Assignment
For the entries that follow, say how many lines hold the string "roads", with nothing else in the reply.

Saved entries:
+--

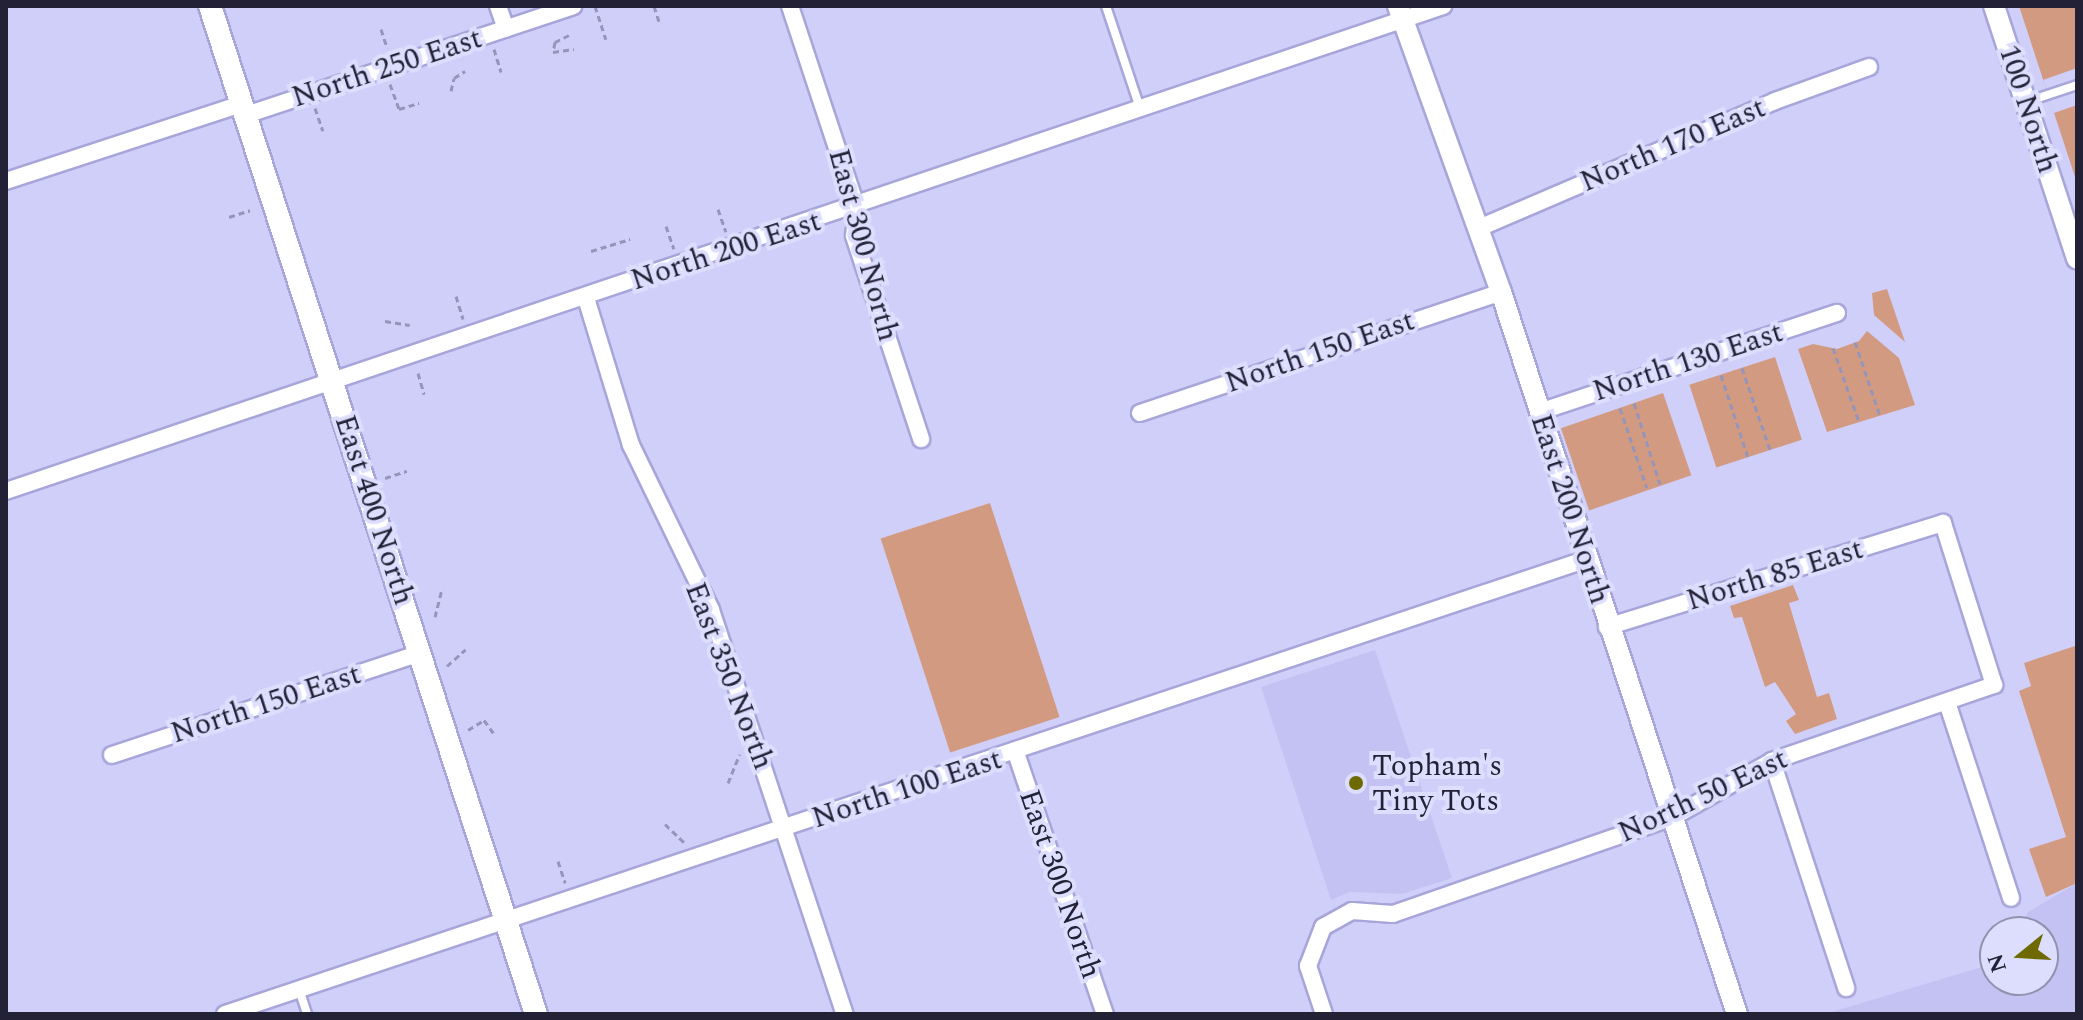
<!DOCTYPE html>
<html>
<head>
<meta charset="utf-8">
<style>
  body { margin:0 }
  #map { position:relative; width:2083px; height:1020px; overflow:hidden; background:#d0cffa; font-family:Spectral,serif }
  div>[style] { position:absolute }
  .built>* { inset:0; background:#c3c2f2 }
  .green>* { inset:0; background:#d29b81; transform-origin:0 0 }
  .path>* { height:3px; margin-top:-1.5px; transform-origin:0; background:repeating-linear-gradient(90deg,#9695b9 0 6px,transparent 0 10px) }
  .roads { filter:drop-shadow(2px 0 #a7a5d9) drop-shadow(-2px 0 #a7a5d9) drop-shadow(0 2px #a7a5d9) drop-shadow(0 -2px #a7a5d9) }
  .service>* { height:8px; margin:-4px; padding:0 4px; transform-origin:4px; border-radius:4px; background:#fff }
  .minor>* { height:16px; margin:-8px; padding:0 8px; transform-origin:8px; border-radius:8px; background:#fff }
  .tertiary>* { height:20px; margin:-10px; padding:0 10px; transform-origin:10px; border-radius:10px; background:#fff }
  .secondary>* { height:22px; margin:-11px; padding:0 11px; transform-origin:11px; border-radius:11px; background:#fff }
  .dots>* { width:22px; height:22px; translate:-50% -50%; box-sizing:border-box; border:4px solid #ddddfe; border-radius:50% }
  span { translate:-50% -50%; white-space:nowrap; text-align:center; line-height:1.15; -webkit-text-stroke:8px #ddddfe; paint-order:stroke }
  .street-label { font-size:30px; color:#222136 }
  .poi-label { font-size:30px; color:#222136 }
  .left { translate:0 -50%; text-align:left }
  .frame { position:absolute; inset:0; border:8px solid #222136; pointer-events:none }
  .north { position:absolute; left:1979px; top:916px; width:80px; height:80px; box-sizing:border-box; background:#ddddfe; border:2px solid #9292ae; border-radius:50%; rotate:252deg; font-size:22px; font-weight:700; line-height:32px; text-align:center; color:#222136 }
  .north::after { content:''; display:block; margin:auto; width:28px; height:36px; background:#6f6901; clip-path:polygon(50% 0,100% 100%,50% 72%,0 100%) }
</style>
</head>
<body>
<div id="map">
  <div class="built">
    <div style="clip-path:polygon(1375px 650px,1452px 878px,1402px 894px,1350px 892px,1331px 900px,1261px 687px)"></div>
    <div style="clip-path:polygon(2077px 883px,2077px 1014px,1825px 1014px,1995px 963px,1995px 980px,2043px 980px,2043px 932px,2019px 932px,2028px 912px)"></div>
  </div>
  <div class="green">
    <div style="clip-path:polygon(2019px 6px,2077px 6px,2077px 68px,2043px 80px,2054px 113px,2077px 105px,2077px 183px)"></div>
    <div style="clip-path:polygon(1887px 289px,1905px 342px,1874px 315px,1872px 293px)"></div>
    <div style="clip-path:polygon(1867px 331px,1899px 358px,1915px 405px,1827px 432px,1798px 349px,1813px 344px,1837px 349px,1859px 341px)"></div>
    <div style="left:1775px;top:357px;width:87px;height:90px;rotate:72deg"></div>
    <div style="left:1663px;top:393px;width:87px;height:108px;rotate:71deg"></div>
    <div style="left:990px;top:503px;width:225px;height:115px;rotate:72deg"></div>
    <div style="clip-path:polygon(1793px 585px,1799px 600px,1789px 603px,1817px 697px,1829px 693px,1837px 719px,1795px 734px,1786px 721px,1796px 714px,1775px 682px,1765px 687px,1742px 617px,1734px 618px,1730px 606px)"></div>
    <div style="clip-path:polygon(2075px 646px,2077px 883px,2046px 897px,2029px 849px,2066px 837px,2019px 691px,2031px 686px,2024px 663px)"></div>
  </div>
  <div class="path">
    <div style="left:595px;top:6px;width:35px;rotate:72deg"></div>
    <div style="left:654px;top:6px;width:16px;rotate:72deg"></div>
    <div style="left:381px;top:29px;width:20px;rotate:72deg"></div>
    <div style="left:569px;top:35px;width:16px;rotate:153deg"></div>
    <div style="left:555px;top:42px;width:10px;rotate:101deg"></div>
    <div style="left:553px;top:52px;width:21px;rotate:-8deg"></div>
    <div style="left:494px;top:49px;width:24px;rotate:73deg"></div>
    <div style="left:390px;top:84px;width:27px;rotate:70deg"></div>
    <div style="left:399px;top:109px;width:21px;rotate:-17deg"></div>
    <div style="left:451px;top:91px;width:13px;rotate:-77deg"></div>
    <div style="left:454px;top:78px;width:13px;rotate:-32deg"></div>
    <div style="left:315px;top:108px;width:24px;rotate:71deg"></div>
    <div style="left:718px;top:209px;width:24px;rotate:71deg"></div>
    <div style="left:229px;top:217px;width:22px;rotate:-18deg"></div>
    <div style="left:666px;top:226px;width:24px;rotate:71deg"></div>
    <div style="left:591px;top:251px;width:41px;rotate:-17.1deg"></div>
    <div style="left:456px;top:296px;width:24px;rotate:73deg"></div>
    <div style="left:385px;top:321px;width:25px;rotate:9deg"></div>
    <div style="left:1855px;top:342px;width:78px;rotate:71.3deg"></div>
    <div style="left:1833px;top:348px;width:78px;rotate:70.6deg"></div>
    <div style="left:1742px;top:368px;width:87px;rotate:71.1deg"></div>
    <div style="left:418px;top:373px;width:22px;rotate:74deg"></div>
    <div style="left:1721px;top:375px;width:86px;rotate:71.8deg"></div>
    <div style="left:1634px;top:403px;width:85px;rotate:72.2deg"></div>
    <div style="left:1620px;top:408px;width:84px;rotate:71.4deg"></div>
    <div style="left:385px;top:478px;width:23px;rotate:-18deg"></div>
    <div style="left:435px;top:617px;width:30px;rotate:-76deg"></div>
    <div style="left:447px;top:666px;width:25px;rotate:-42deg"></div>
    <div style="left:468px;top:730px;width:19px;rotate:-32deg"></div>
    <div style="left:484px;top:720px;width:19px;rotate:54deg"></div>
    <div style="left:728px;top:783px;width:31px;rotate:-68deg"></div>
    <div style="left:665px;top:824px;width:28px;rotate:44deg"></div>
    <div style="left:558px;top:861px;width:23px;rotate:72deg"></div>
  </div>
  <div class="roads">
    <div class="service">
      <div style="left:1106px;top:6px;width:108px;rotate:71.6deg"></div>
      <div style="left:2026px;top:102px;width:54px;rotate:-18.4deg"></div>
      <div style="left:299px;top:989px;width:26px;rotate:72deg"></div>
    </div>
    <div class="minor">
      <div style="left:498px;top:6px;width:24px;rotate:71deg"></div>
      <div style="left:790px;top:6px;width:213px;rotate:71.7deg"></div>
      <div style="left:857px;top:208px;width:28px;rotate:96deg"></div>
      <div style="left:854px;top:236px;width:214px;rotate:71.7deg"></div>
      <div style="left:246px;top:115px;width:345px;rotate:-18.4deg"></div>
      <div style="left:6px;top:181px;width:248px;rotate:-18.1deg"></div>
      <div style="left:1479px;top:228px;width:322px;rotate:-23.2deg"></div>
      <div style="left:1775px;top:101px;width:100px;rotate:-19.9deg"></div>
      <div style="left:586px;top:298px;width:154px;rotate:73deg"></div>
      <div style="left:631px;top:445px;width:183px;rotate:64.1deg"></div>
      <div style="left:711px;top:610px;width:426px;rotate:71.7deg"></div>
      <div style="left:1539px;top:412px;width:314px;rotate:-18.4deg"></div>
      <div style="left:1140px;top:413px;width:381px;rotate:-18.5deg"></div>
      <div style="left:6px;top:491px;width:1517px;rotate:-18.65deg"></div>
      <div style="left:1947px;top:702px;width:206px;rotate:71.9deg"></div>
      <div style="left:1016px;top:753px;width:276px;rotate:71.2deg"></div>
      <div style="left:112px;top:755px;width:324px;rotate:-18.3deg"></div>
      <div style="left:1772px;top:761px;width:239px;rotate:71.9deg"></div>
      <div style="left:225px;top:1014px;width:1436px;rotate:-18.47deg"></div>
      <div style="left:1324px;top:1014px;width:51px;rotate:-108.4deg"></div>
      <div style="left:1308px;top:966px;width:42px;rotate:-69deg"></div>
      <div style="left:1323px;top:927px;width:33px;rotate:-29deg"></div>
      <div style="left:1352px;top:911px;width:41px;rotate:4.2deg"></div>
      <div style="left:1393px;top:914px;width:294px;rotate:-19.1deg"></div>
      <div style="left:1671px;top:818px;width:116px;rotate:-29.4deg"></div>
      <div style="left:1772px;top:761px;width:235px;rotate:-18.9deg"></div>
      <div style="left:1994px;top:685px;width:170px;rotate:-107.5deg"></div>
      <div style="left:1943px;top:523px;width:352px;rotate:162.8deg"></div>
    </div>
    <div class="tertiary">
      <div style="left:1398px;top:6px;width:304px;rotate:70.2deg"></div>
      <div style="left:1501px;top:292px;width:760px;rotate:71.9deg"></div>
      <div style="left:1994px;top:6px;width:266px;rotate:71.8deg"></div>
    </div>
    <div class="secondary">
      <div style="left:210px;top:6px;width:1059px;rotate:72.08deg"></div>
    </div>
  </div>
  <div class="dots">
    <div style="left:1356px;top:783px;background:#6f6901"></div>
  </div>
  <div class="street-label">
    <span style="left:387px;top:68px;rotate:-18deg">North 250 East</span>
    <span style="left:2028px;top:109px;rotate:72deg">100 North</span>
    <span style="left:1673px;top:145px;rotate:-23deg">North 170 East</span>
    <span style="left:863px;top:245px;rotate:75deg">East 300 North</span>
    <span style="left:726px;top:251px;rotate:-18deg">North 200 East</span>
    <span style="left:1320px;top:352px;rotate:-19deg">North 150 East</span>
    <span style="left:1688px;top:362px;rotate:-18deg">North 130 East</span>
    <span style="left:1570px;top:509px;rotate:72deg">East 200 North</span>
    <span style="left:374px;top:510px;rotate:72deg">East 400 North</span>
    <span style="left:1775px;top:575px;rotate:-17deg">North 85 East</span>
    <span style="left:729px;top:676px;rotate:69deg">East 350 North</span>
    <span style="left:266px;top:704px;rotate:-18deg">North 150 East</span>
    <span style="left:907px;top:789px;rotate:-18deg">North 100 East</span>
    <span style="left:1703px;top:796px;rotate:-25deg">North 50 East</span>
    <span style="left:1060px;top:884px;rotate:71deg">East 300 North</span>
  </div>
  <div class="poi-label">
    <span class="left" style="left:1372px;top:783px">Topham's<br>Tiny Tots</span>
  </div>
  <div class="frame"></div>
  <div class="north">N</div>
</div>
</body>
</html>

+--

Your response
2